My recent purchase, all up on somebody's grill |
Dear The Internet,
I am writing (on you) to express (to you) just how grateful I am for your treasure trove of oddities. I went searching for the perfect (ugly) present - and had nearly settled for a leopard-print padded toilet seat - when I heard you whisper, "No wait. We can do better."
And do better we did. Aided by Google's discerning search functions, you led me to an item so strange, so hideous, and so baffling, that it truly (to borrow a phrase from Stefon) answered the question, "What the #*^%?" Exactly the sort of abomination I was looking for.
As the gift has not yet been gifted, I can't reveal the contents of that white tube pictured above.

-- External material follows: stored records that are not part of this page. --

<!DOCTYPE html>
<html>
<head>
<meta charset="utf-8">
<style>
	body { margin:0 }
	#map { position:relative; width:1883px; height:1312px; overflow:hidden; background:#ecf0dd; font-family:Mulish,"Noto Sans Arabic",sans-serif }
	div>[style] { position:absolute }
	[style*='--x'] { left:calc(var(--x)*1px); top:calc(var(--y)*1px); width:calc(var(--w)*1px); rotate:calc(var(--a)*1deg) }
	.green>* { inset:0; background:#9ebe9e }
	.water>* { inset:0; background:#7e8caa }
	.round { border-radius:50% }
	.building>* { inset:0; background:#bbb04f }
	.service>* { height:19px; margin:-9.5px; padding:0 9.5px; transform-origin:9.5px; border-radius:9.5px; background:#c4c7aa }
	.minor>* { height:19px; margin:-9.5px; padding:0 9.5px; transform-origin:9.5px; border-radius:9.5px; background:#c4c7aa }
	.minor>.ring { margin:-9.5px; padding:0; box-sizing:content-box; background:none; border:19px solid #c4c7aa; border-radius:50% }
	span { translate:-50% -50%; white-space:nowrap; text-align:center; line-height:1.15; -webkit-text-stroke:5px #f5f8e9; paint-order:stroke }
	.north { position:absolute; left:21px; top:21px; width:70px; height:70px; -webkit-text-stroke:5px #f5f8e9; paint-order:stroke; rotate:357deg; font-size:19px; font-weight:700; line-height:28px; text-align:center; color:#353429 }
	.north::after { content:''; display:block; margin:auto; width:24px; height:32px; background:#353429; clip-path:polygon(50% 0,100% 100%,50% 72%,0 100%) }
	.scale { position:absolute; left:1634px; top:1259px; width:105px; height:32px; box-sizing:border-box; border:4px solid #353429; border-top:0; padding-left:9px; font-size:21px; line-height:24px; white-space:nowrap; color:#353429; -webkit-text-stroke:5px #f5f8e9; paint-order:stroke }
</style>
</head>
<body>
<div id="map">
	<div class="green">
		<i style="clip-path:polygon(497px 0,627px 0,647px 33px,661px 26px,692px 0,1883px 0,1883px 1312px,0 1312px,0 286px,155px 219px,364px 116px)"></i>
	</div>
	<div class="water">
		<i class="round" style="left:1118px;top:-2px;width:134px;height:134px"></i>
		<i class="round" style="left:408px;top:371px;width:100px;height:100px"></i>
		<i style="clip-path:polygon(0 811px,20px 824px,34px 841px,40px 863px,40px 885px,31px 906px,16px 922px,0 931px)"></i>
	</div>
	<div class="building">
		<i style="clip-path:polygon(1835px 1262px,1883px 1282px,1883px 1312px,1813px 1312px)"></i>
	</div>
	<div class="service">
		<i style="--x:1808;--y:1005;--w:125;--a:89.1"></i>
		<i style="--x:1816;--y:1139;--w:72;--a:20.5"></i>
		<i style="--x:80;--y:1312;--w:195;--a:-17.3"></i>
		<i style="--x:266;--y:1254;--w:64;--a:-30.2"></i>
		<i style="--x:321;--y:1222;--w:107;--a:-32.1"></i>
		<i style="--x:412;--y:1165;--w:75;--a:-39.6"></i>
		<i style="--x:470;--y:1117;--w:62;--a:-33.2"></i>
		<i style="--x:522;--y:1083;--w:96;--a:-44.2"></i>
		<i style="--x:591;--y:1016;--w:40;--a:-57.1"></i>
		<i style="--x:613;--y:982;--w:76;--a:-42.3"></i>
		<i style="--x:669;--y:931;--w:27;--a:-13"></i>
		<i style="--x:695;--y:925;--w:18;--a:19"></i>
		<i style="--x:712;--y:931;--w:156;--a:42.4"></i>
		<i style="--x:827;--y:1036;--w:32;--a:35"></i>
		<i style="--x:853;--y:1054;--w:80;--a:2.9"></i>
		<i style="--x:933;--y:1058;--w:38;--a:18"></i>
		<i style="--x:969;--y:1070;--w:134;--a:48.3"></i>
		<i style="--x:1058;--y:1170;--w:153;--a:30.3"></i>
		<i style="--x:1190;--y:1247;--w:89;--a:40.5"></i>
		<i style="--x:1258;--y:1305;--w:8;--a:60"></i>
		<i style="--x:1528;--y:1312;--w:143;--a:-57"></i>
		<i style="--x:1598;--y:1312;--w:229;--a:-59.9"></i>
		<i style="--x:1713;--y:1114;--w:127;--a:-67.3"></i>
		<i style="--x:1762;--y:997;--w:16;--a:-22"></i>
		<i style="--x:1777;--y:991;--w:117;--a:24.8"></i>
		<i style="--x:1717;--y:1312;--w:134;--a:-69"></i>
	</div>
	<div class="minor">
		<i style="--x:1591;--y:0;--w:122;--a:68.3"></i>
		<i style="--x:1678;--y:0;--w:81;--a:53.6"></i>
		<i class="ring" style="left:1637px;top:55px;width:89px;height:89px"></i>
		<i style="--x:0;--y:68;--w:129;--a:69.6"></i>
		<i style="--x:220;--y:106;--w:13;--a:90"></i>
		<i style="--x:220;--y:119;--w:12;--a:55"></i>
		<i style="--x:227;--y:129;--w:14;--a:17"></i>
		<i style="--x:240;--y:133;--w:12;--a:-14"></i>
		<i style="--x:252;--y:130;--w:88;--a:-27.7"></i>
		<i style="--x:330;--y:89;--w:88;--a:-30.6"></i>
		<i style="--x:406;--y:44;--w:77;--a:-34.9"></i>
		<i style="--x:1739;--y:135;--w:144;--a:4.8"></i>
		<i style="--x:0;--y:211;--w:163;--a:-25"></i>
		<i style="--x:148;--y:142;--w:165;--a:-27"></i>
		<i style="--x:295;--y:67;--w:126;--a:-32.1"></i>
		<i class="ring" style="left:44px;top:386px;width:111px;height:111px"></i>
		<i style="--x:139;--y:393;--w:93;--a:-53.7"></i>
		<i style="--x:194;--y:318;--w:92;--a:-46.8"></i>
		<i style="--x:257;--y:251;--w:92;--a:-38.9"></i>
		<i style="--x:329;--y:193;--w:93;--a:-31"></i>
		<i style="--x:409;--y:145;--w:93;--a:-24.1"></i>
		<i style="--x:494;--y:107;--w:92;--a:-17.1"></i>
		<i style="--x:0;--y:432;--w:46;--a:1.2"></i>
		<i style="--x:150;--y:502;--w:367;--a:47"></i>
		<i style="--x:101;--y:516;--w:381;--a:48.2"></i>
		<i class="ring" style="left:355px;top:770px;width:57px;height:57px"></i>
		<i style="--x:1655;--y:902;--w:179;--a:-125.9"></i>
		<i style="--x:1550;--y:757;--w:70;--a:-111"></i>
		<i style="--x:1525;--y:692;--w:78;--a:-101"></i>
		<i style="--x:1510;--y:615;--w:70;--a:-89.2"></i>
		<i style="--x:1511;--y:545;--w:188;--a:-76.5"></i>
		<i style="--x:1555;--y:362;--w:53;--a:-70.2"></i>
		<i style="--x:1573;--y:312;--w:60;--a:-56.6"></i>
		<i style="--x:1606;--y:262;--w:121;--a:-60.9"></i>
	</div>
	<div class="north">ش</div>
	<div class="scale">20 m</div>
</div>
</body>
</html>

But Internet, between you and me, I think we picked a winner.
Thanks for providing a place where weirdos can sell their wares, and thanks for all your unexplored pockets that never fail to surprise even the most jaded.
Love,
Yours Truly
PS - if any readers are also in the market for an ugly gift, here are some fantastic items I came across in my own search:
If you've got some $ to drop and the gift's recipient isn't a member of PETA: Punk-rock mounted squirrel head
If you're looking to spend less and need something that's dishwasher-safe:
Green Bay Packers Logo meat-brander
If you're shopping for a music lover with poor circulation:
N'Sync Cotton Tapestry Woven Afghan Throw Blanket
If you're looking to send a romantic message through the gift of jewelry:
Bronze Baby Fist Clutching a Crystal Dagger - Necklace
And for your politico friend who can't quite quit the Virginia Slims:
The Pat & Richard Nixon Ash tray
2 comments:
I have only this to say: What. The. #$%&.
The necklace is the worst thing I've ever seen in my life.